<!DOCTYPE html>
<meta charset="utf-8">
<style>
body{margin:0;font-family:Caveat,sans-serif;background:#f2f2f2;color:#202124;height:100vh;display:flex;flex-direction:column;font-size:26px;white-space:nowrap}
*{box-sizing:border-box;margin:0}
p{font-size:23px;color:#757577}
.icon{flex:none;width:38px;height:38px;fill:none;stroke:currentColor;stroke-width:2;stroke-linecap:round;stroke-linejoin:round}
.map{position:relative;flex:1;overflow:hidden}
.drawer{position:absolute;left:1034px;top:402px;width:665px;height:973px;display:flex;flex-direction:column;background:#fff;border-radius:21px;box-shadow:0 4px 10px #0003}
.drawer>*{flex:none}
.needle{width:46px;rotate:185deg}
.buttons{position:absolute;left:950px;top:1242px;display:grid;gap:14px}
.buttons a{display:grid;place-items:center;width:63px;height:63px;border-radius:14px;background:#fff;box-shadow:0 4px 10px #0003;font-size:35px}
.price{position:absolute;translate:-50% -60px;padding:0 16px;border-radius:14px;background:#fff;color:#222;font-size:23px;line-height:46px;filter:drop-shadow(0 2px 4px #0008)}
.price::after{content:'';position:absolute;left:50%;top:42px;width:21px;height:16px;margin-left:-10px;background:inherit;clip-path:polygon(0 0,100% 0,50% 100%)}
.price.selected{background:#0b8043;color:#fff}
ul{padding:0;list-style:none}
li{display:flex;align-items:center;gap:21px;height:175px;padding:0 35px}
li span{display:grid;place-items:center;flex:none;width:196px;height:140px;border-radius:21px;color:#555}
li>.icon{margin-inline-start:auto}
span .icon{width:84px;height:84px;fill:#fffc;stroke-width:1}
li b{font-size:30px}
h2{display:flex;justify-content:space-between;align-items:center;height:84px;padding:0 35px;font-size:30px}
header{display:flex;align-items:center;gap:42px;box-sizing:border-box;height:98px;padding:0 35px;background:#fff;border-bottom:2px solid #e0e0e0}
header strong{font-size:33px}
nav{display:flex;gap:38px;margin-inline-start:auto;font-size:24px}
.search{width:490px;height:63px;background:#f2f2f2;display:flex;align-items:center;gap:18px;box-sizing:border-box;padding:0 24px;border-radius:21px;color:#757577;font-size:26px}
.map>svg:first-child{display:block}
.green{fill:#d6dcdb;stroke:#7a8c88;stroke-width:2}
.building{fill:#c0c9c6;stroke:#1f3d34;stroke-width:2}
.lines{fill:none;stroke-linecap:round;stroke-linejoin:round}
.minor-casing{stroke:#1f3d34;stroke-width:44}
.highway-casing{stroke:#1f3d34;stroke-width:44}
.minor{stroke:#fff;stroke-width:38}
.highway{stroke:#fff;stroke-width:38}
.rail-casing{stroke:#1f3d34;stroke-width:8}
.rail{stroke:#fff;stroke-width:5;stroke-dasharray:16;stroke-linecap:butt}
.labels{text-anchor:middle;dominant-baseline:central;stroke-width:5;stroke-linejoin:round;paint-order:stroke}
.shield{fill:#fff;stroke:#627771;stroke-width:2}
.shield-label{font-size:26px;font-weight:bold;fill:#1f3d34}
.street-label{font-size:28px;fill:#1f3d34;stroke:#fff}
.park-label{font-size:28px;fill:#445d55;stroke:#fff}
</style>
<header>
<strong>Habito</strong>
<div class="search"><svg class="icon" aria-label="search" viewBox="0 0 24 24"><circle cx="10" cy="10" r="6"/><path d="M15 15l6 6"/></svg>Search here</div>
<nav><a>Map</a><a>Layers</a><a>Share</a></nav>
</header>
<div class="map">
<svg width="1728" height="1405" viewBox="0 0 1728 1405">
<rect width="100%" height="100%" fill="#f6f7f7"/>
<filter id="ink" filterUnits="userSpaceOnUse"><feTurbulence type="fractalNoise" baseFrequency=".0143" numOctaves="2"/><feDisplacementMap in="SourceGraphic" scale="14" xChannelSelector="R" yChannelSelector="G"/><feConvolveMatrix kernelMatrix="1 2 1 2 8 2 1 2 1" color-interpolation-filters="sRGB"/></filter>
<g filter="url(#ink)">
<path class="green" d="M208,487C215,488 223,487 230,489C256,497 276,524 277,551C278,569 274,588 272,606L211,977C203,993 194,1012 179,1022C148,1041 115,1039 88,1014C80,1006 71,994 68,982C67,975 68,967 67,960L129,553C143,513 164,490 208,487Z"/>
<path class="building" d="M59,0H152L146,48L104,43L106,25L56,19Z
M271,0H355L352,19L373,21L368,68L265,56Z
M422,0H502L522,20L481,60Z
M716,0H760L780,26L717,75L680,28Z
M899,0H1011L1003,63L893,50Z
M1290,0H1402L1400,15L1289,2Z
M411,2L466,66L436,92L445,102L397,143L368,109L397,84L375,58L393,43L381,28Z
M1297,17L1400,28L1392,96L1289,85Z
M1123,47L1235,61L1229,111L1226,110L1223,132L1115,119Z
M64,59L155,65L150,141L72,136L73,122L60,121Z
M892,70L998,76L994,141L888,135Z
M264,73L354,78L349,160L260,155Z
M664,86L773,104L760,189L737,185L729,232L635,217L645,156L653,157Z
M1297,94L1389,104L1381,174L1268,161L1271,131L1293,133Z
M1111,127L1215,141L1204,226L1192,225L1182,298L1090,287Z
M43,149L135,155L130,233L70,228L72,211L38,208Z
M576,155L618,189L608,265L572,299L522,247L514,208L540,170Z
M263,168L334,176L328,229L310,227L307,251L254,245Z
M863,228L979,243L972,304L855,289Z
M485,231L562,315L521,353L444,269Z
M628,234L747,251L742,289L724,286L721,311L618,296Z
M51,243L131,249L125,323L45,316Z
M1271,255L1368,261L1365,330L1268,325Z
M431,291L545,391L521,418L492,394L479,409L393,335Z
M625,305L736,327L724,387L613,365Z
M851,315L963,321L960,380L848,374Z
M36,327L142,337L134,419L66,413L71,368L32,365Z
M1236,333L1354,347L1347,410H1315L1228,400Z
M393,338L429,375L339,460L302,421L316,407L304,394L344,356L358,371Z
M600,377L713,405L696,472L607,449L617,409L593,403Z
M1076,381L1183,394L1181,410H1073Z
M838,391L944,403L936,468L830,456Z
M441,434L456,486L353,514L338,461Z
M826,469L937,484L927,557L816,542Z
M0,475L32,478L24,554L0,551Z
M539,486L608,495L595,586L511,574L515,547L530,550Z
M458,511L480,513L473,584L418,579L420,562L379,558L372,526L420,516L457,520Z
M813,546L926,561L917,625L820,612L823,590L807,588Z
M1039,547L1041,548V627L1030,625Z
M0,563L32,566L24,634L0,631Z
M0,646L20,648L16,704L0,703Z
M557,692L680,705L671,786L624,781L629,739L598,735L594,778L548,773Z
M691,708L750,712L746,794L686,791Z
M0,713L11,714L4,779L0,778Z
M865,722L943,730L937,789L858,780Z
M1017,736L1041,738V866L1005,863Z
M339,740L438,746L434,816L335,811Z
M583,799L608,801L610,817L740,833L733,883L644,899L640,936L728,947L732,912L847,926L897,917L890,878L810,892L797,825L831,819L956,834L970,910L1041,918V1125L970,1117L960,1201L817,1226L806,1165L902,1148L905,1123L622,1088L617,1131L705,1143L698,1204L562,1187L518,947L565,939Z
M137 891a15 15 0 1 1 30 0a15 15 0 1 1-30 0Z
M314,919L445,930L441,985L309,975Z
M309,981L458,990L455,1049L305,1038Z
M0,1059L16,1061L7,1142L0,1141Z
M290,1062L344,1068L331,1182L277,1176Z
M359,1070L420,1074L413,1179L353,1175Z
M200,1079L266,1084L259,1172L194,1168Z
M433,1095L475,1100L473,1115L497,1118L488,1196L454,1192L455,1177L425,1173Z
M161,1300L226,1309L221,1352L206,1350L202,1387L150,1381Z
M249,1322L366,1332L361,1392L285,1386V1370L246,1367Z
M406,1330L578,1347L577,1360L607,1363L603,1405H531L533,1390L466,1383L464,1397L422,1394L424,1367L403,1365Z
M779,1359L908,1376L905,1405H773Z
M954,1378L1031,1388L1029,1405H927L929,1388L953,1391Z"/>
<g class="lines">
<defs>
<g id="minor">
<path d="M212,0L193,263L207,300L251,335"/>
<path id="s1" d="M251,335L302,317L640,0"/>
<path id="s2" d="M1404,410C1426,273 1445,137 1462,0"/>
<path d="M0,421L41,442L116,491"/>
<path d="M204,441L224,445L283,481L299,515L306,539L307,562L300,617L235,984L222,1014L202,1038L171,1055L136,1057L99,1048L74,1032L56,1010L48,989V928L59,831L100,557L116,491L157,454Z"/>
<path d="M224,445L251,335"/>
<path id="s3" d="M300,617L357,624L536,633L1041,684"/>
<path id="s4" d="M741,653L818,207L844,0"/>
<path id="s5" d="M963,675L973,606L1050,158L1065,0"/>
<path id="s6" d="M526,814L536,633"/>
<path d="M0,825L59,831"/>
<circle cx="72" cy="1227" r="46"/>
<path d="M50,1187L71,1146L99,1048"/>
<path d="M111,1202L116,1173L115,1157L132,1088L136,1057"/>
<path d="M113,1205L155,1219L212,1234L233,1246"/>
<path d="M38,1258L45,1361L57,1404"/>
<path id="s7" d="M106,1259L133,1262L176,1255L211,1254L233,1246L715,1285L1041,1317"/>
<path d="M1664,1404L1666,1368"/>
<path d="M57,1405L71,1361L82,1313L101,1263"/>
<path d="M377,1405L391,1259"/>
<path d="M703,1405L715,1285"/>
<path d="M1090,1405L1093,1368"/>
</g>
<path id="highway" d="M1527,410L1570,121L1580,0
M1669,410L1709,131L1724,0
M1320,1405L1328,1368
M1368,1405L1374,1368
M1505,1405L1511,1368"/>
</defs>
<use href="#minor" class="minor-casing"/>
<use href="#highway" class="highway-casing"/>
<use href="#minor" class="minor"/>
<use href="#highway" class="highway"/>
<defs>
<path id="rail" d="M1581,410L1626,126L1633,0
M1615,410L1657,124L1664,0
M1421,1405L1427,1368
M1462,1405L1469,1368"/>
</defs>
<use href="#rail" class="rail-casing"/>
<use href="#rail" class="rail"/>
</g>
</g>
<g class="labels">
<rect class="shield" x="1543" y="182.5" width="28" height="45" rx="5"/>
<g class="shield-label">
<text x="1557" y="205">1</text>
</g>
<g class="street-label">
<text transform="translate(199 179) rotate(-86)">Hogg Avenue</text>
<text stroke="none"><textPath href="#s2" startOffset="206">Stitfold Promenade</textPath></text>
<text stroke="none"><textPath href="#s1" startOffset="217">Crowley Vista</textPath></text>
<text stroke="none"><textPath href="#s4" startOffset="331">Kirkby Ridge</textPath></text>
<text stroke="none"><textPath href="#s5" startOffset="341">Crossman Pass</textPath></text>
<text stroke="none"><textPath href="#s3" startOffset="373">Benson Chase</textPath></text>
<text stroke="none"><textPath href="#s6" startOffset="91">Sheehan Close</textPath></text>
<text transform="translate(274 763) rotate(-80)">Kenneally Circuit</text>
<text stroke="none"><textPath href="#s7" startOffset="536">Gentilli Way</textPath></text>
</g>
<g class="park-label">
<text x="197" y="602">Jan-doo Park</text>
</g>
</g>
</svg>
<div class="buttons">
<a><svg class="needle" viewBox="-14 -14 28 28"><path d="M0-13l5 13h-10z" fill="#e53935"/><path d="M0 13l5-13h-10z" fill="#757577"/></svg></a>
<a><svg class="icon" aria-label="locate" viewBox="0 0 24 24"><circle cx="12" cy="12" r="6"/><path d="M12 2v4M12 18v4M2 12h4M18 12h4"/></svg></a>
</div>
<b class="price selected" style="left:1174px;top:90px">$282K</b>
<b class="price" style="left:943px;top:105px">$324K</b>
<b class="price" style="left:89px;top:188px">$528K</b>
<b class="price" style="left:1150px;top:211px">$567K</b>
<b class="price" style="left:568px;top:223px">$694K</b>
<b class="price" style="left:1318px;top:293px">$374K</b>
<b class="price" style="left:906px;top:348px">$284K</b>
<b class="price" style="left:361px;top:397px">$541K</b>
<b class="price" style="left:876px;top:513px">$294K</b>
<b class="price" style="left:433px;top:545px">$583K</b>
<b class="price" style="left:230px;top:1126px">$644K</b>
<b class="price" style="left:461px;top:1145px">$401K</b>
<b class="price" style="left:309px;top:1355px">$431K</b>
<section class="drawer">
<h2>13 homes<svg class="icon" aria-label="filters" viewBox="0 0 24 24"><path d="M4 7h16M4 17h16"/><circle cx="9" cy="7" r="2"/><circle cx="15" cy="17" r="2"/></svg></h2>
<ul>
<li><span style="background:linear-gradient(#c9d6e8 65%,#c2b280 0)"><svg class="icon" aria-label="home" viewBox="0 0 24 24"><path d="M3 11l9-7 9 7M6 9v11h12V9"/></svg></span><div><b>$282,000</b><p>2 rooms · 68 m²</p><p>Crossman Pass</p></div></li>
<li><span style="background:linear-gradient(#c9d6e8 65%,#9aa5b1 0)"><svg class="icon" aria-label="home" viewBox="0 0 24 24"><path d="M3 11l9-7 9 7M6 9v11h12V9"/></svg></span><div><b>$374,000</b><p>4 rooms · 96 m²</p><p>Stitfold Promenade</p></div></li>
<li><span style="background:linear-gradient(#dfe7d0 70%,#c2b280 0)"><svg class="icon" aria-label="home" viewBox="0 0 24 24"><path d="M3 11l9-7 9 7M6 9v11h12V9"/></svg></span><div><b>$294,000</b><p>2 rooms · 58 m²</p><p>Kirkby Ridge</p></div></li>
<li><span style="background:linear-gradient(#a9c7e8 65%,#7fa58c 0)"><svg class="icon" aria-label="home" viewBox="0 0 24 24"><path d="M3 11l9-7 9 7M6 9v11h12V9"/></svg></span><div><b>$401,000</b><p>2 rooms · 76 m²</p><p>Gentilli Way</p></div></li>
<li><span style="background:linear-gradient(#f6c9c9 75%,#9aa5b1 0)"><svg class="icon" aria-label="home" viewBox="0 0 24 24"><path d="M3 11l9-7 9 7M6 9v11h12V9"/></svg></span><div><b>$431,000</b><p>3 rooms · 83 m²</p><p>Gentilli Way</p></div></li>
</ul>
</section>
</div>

....................

» **INSTRUCTIONS FOR THE TASK**
Please show every line of the entries above that contains the word "lines".

» **WRITTEN RESPONSE**
.lines{fill:none;stroke-linecap:round;stroke-linejoin:round}
<g class="lines">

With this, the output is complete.